** Your objective **
For the word "Vitório", find each line in the entries where it occurs and copy that line.

** Input material **
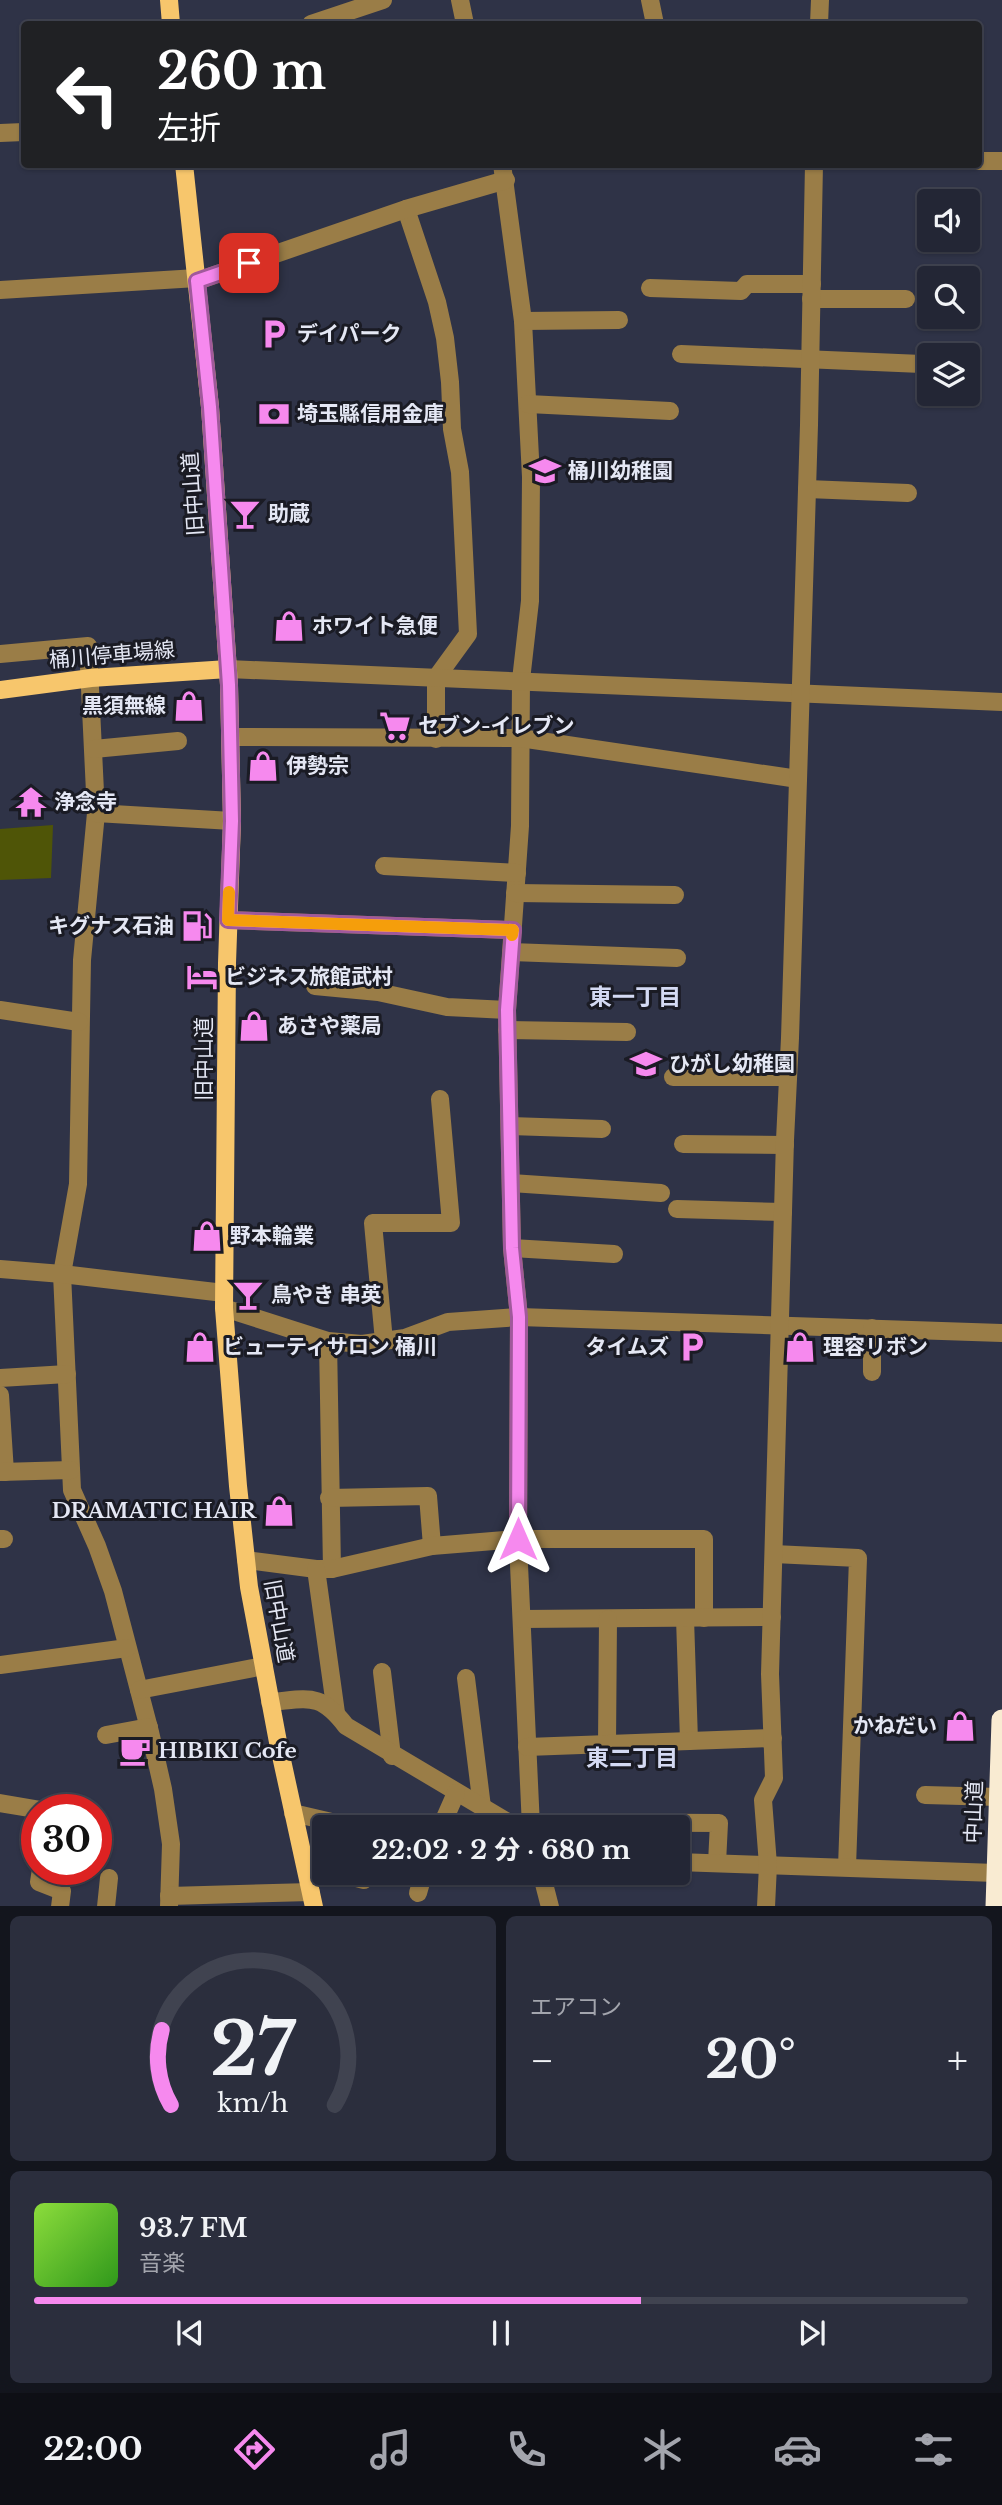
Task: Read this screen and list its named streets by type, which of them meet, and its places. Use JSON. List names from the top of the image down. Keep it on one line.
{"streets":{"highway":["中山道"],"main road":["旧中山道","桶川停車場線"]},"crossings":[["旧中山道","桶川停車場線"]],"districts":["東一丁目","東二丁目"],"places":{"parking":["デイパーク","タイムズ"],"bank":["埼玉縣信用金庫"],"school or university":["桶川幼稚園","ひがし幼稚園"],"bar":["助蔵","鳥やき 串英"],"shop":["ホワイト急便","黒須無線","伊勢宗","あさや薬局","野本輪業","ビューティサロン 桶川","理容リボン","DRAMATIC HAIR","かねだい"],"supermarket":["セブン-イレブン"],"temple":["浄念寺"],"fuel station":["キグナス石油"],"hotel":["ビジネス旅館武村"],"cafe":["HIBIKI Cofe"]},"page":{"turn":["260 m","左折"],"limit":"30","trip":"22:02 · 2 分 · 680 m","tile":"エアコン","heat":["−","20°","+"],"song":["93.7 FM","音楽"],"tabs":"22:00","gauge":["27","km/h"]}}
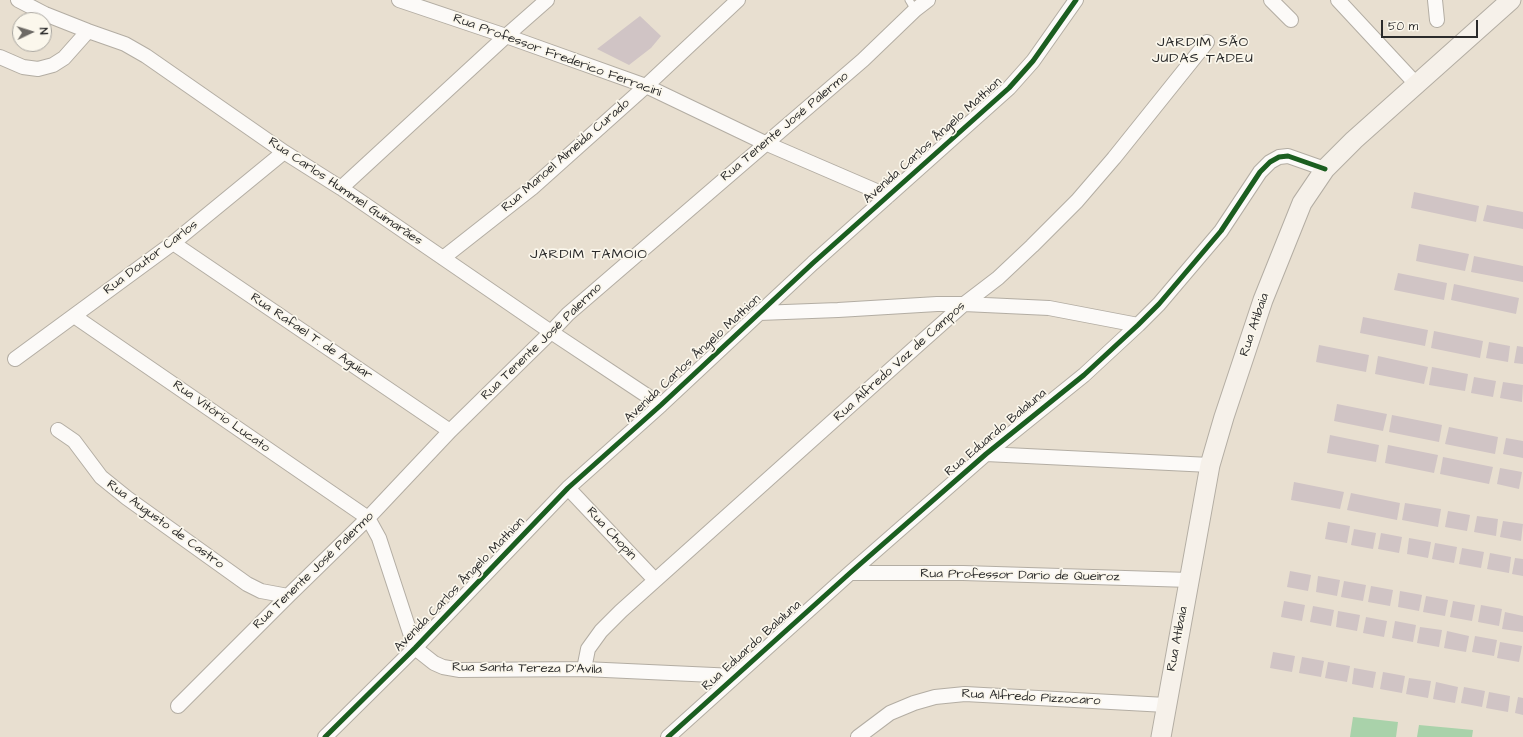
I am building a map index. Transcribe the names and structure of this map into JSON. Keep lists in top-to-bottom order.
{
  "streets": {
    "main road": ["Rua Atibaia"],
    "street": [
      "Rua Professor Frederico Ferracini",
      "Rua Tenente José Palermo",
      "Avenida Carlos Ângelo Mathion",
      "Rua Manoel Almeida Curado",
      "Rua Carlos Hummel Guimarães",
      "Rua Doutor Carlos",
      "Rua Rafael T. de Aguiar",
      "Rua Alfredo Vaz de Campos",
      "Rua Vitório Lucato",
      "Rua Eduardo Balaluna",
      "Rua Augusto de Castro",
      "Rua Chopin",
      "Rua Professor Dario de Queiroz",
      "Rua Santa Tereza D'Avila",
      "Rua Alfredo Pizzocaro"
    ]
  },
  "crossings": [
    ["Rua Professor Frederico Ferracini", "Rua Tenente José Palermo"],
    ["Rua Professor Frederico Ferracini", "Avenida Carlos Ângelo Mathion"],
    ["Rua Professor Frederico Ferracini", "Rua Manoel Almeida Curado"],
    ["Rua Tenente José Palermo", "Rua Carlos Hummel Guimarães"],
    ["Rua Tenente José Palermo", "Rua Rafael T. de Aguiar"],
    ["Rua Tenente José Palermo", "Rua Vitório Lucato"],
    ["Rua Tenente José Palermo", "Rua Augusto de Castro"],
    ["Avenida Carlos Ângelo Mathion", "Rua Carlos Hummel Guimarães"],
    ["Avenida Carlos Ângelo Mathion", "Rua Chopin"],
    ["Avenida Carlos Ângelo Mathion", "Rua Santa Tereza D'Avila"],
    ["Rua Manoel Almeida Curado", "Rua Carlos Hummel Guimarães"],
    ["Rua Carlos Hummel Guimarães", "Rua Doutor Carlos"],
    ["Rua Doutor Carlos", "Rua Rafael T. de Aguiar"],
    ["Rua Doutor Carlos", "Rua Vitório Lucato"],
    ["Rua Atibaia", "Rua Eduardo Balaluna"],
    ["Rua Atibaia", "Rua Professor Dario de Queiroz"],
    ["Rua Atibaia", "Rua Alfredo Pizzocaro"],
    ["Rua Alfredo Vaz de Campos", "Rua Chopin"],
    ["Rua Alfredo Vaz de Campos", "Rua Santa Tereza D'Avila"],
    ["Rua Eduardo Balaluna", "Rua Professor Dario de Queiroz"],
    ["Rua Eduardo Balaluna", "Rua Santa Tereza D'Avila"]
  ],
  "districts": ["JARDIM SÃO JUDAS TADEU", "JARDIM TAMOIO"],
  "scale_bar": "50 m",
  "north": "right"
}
* * *
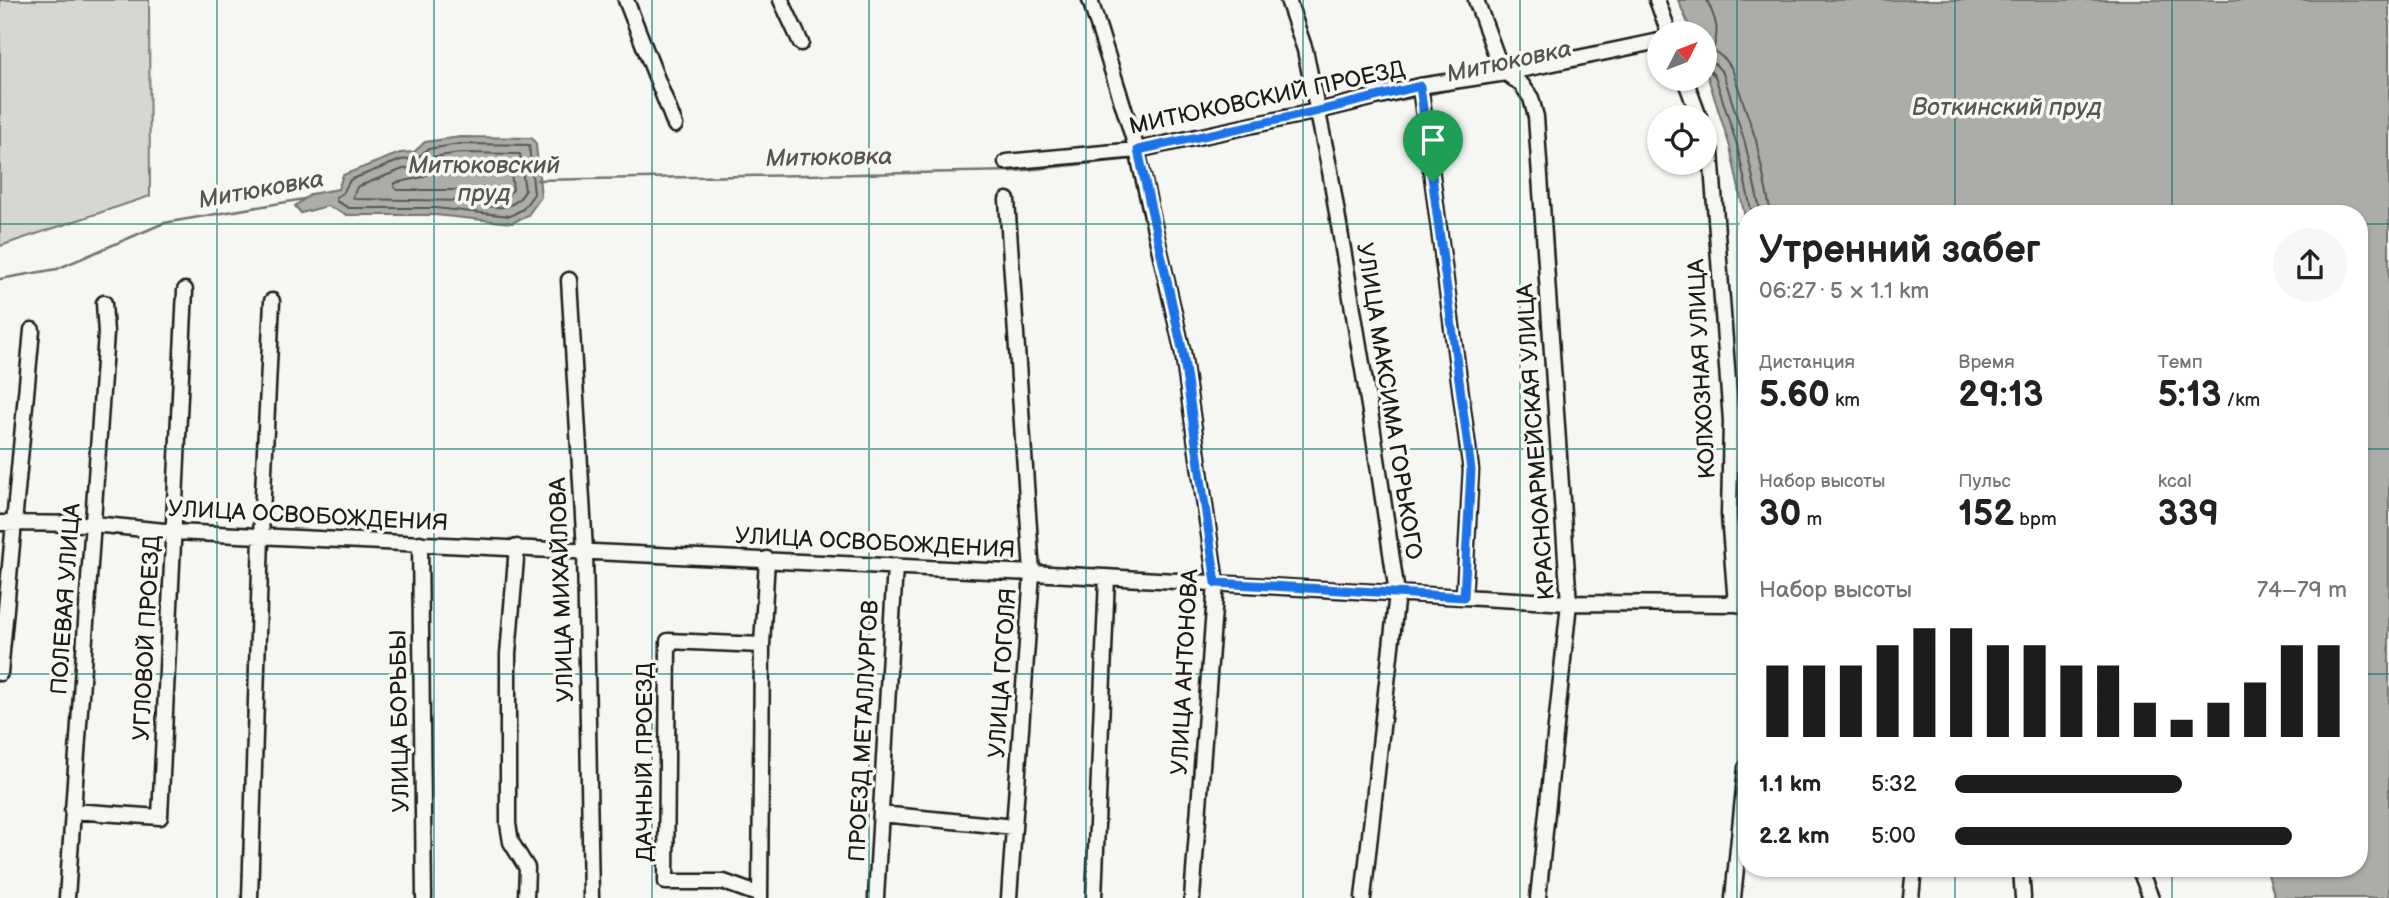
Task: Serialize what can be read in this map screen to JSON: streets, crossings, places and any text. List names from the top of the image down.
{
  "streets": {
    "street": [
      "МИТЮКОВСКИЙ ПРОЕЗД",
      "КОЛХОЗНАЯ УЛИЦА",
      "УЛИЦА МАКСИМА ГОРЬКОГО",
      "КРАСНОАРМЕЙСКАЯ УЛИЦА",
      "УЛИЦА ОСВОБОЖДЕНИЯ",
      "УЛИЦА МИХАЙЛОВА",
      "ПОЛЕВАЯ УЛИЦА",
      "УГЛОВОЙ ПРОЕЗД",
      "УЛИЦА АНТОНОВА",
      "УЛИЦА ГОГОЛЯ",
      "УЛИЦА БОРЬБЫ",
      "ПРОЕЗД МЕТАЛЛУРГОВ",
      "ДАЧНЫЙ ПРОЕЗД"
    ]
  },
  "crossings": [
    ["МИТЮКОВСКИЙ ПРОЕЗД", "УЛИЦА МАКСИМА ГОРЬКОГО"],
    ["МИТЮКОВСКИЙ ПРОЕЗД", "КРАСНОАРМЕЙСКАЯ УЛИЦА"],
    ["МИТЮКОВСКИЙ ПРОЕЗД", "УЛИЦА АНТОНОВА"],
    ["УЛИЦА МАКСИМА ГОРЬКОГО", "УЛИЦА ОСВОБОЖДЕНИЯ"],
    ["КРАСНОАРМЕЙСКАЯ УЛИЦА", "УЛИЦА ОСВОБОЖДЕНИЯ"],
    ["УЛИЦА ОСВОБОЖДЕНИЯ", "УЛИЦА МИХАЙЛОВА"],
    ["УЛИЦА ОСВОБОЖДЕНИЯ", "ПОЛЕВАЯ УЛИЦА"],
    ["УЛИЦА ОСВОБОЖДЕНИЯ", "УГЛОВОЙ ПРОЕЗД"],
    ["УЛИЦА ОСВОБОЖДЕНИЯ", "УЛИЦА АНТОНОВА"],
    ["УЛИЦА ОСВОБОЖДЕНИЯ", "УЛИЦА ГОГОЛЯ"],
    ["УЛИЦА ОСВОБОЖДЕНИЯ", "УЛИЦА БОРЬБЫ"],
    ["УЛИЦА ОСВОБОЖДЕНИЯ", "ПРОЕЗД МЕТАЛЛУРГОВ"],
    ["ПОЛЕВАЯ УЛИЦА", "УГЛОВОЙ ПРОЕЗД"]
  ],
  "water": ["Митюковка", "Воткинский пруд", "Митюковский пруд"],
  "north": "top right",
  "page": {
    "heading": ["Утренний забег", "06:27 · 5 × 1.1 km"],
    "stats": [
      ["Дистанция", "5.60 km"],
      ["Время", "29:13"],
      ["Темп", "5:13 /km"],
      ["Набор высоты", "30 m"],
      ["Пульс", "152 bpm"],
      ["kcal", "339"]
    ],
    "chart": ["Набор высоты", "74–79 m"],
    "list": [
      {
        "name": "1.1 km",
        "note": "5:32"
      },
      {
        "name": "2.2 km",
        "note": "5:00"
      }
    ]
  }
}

** Task response **
      "Rua Vitório Lucato",
    ["Rua Tenente José Palermo", "Rua Vitório Lucato"],
    ["Rua Doutor Carlos", "Rua Vitório Lucato"],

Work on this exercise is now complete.